WHAT YOU WILL DO:
Find the line in the entries below that contains "position:relative; width:2145px; height:858px;". Repeat it exactly, and every line after it through the line that contains "filter:drop-shadow(0 0 2px".

Data records
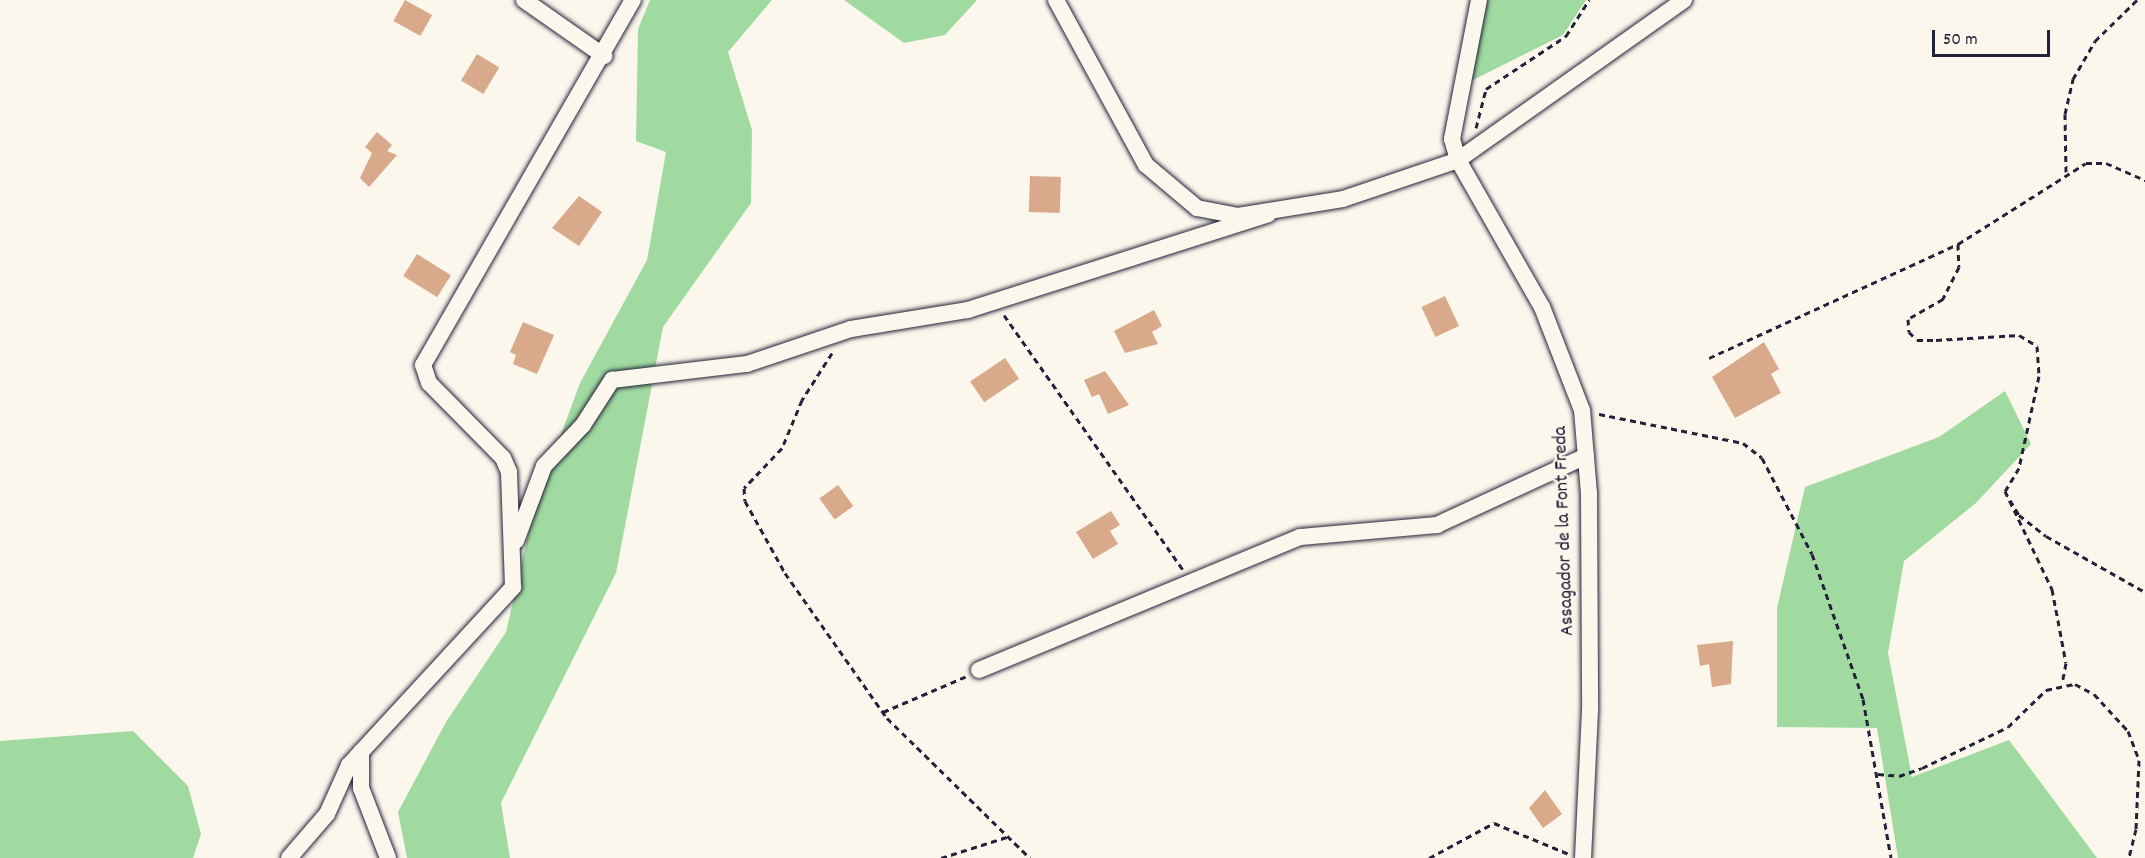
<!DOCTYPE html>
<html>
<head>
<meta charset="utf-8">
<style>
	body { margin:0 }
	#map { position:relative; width:2145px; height:858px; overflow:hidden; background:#fbf7ec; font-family:Dekko,sans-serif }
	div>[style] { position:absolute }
	.green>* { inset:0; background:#a0daa0 }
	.building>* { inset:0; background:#d8a98a; transform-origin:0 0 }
	.path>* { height:3px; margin-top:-1.5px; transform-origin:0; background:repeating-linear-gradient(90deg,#22223b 0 6px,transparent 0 10.5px) }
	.roads { filter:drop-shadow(0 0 2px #22223b) drop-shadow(0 0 2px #22223b) }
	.minor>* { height:16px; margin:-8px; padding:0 8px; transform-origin:8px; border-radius:8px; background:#fbf7ec }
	span { translate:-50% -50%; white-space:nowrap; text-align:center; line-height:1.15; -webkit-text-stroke:4.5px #fbf7ec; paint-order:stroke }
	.street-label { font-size:20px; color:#22223b }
	.scale { position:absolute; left:1932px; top:30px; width:118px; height:27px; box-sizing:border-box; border:3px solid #22223b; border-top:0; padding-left:8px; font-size:18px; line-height:21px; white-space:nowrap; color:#22223b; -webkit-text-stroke:4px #fbf7ec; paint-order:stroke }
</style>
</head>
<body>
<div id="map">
	<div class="green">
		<i style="clip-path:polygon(650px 0,772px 0,728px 52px,752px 130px,751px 203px,663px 327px,616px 573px,501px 803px,510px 858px,407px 858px,398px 812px,446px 722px,506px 632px,534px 508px,580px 383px,647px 260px,666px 152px,636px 141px,638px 29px)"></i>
		<i style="clip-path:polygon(844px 0,977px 0,945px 35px,904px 43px)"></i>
		<i style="clip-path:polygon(1479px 0,1586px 0,1563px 35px,1461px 86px)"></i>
		<i style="clip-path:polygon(2005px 391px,2031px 444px,1976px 503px,1904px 561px,1888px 653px,1912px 777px,2009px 740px,2097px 858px,1898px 858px,1877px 728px,1777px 727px,1777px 608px,1805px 487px,1939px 437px)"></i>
		<i style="clip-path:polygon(133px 731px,188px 786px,201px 834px,193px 858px,0 858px,0 741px)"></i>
	</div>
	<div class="building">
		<i style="left:405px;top:0;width:31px;height:24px;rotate:29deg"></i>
		<i style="left:477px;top:54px;width:26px;height:31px;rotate:31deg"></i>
		<i style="clip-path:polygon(377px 132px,392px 145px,387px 151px,397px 155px,369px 187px,360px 178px,372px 153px,365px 147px)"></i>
		<i style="left:1030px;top:176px;width:31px;height:36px;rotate:2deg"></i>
		<i style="clip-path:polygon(579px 196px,602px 212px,579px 246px,552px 228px)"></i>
		<i style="left:417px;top:254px;width:40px;height:26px;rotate:32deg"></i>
		<i style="left:1445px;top:296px;width:33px;height:26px;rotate:65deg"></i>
		<i style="clip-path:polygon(1154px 310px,1162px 326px,1152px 332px,1158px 344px,1125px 353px,1114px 331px)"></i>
		<i style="clip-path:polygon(523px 322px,554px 335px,537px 374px,513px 364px,516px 355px,510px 352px)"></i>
		<i style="clip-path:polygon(1764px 342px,1779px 369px,1771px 374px,1781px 393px,1735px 418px,1712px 377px)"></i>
		<i style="left:1005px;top:358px;width:25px;height:42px;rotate:56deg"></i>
		<i style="clip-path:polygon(1105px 371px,1129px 405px,1108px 414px,1099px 394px,1092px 397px,1084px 380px)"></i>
		<i style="left:838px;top:485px;width:26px;height:23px;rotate:54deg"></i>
		<i style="clip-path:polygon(1111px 511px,1120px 525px,1110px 531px,1118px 544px,1093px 559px,1076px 532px)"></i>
		<i style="clip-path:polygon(1733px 641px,1731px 684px,1712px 687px,1709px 664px,1700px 666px,1697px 645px)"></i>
		<i style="clip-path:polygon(1545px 790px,1562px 814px,1543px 828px,1529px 808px)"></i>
	</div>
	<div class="path">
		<i style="left:1476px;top:128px;width:40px;rotate:-75.6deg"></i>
		<i style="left:1486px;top:89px;width:96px;rotate:-33.5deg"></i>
		<i style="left:1566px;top:36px;width:43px;rotate:-57.4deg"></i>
		<i style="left:2066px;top:172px;width:58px;rotate:-91deg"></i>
		<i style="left:2065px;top:114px;width:36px;rotate:-77deg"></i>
		<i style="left:2073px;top:79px;width:44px;rotate:-59.9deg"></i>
		<i style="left:2095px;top:41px;width:59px;rotate:-44.3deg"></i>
		<i style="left:1958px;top:244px;width:151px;rotate:-32.3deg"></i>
		<i style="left:2086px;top:163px;width:20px"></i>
		<i style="left:2106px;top:163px;width:43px;rotate:23.6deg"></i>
		<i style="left:1004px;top:315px;width:312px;rotate:54.9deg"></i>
		<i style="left:832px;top:353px;width:56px;rotate:122.6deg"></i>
		<i style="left:802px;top:400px;width:52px;rotate:112.6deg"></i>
		<i style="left:782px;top:448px;width:55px;rotate:133.5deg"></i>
		<i style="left:744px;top:488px;width:13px;rotate:86deg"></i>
		<i style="left:745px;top:501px;width:82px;rotate:60.9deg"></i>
		<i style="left:785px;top:573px;width:177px;rotate:54.9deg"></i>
		<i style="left:887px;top:718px;width:200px;rotate:44.4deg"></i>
		<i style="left:1709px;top:358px;width:274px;rotate:-24.6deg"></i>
		<i style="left:1958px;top:244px;width:23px;rotate:88deg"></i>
		<i style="left:1959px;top:267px;width:36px;rotate:117deg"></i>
		<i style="left:1943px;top:299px;width:40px;rotate:150.3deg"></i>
		<i style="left:1908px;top:319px;width:13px;rotate:86deg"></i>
		<i style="left:1909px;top:332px;width:11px;rotate:45deg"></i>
		<i style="left:1917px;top:340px;width:19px"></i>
		<i style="left:1936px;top:340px;width:83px;rotate:-3.4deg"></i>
		<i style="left:2019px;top:335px;width:21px;rotate:31deg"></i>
		<i style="left:2037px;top:346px;width:30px;rotate:86deg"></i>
		<i style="left:2039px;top:376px;width:94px;rotate:102.3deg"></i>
		<i style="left:2019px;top:468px;width:27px;rotate:121deg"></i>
		<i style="left:2005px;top:491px;width:109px;rotate:64.4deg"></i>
		<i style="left:2052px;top:589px;width:75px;rotate:79.3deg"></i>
		<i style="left:2066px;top:663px;width:20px;rotate:101deg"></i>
		<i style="left:1599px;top:414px;width:147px;rotate:11.4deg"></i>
		<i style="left:1743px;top:443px;width:24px;rotate:38deg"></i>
		<i style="left:1762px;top:458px;width:108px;rotate:62.5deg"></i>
		<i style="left:1812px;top:554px;width:154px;rotate:70.6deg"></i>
		<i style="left:1863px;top:699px;width:161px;rotate:80deg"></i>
		<i style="left:2010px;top:500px;width:17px;rotate:59deg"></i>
		<i style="left:2019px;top:515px;width:34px;rotate:38deg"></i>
		<i style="left:2046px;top:536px;width:114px;rotate:29.5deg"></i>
		<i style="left:883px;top:712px;width:91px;rotate:-23.2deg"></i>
		<i style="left:1878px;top:774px;width:21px;rotate:5deg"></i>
		<i style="left:1899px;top:776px;width:24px;rotate:-19deg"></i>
		<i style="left:1922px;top:768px;width:95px;rotate:-25.5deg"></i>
		<i style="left:2008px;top:727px;width:53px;rotate:-44.2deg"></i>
		<i style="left:2046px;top:690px;width:30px;rotate:-12deg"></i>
		<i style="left:2075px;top:684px;width:21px;rotate:28deg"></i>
		<i style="left:2094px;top:694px;width:50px;rotate:47.4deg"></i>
		<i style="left:2128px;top:731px;width:31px;rotate:69deg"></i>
		<i style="left:2139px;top:760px;width:69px;rotate:92.5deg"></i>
		<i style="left:2136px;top:829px;width:30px;rotate:104deg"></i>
		<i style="left:941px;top:858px;width:69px;rotate:-17.7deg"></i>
		<i style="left:1429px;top:858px;width:74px;rotate:-28.3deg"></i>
		<i style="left:1494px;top:823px;width:81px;rotate:22.5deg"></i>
	</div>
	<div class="roads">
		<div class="minor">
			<i style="left:524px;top:0;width:98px;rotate:35deg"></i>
			<i style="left:1056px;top:0;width:188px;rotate:61.4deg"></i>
			<i style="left:1146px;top:165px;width:67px;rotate:40.1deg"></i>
			<i style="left:1197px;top:208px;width:42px;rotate:11deg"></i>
			<i style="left:1238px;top:216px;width:106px;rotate:-9.2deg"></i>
			<i style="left:1343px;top:199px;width:121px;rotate:-18.7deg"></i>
			<i style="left:1458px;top:160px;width:277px;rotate:-35.3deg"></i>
			<i style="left:1479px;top:0;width:142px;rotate:101deg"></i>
			<i style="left:1452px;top:139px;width:22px;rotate:74deg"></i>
			<i style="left:1458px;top:160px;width:169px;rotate:60.3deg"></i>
			<i style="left:1542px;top:307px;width:110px;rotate:68.8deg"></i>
			<i style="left:1582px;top:410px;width:83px;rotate:85.2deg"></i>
			<i style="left:1589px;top:493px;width:217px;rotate:89.7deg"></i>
			<i style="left:1590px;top:710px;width:148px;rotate:92.7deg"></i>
			<i style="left:516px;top:541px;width:80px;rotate:-69.5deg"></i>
			<i style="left:544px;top:466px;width:57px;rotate:-46.4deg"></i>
			<i style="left:583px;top:425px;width:54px;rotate:-57.2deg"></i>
			<i style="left:612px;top:380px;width:136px;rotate:-6.8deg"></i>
			<i style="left:747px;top:364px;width:110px;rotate:-18.6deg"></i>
			<i style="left:851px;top:329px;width:119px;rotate:-9.2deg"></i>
			<i style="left:968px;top:310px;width:315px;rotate:-17.7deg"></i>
			<i style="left:979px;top:670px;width:347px;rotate:-22.5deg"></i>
			<i style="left:1300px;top:537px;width:138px;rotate:-5deg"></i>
			<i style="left:1437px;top:525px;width:164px;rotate:-24.8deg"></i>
			<i style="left:361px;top:752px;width:36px;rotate:90deg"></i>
			<i style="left:361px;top:788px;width:75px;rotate:68.9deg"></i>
			<i style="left:289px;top:858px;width:58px;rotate:-49.2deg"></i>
			<i style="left:327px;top:814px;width:54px;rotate:-65.8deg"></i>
			<i style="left:349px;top:765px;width:242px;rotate:-47.3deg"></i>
			<i style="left:513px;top:587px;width:115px;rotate:-92deg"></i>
			<i style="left:509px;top:472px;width:15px;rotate:-113deg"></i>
			<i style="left:503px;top:458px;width:105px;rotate:-134.6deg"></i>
			<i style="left:429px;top:383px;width:19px;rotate:-108deg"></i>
			<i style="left:423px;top:365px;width:421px;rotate:-60.1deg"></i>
		</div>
	</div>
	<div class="street-label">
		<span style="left:1565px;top:531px;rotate:-92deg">Assagador de la Font Freda</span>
	</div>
	<div class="scale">50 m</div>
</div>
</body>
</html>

TASK OUTPUT:
	#map { position:relative; width:2145px; height:858px; overflow:hidden; background:#fbf7ec; font-family:Dekko,sans-serif }
	div>[style] { position:absolute }
	.green>* { inset:0; background:#a0daa0 }
	.building>* { inset:0; background:#d8a98a; transform-origin:0 0 }
	.path>* { height:3px; margin-top:-1.5px; transform-origin:0; background:repeating-linear-gradient(90deg,#22223b 0 6px,transparent 0 10.5px) }
	.roads { filter:drop-shadow(0 0 2px #22223b) drop-shadow(0 0 2px #22223b) }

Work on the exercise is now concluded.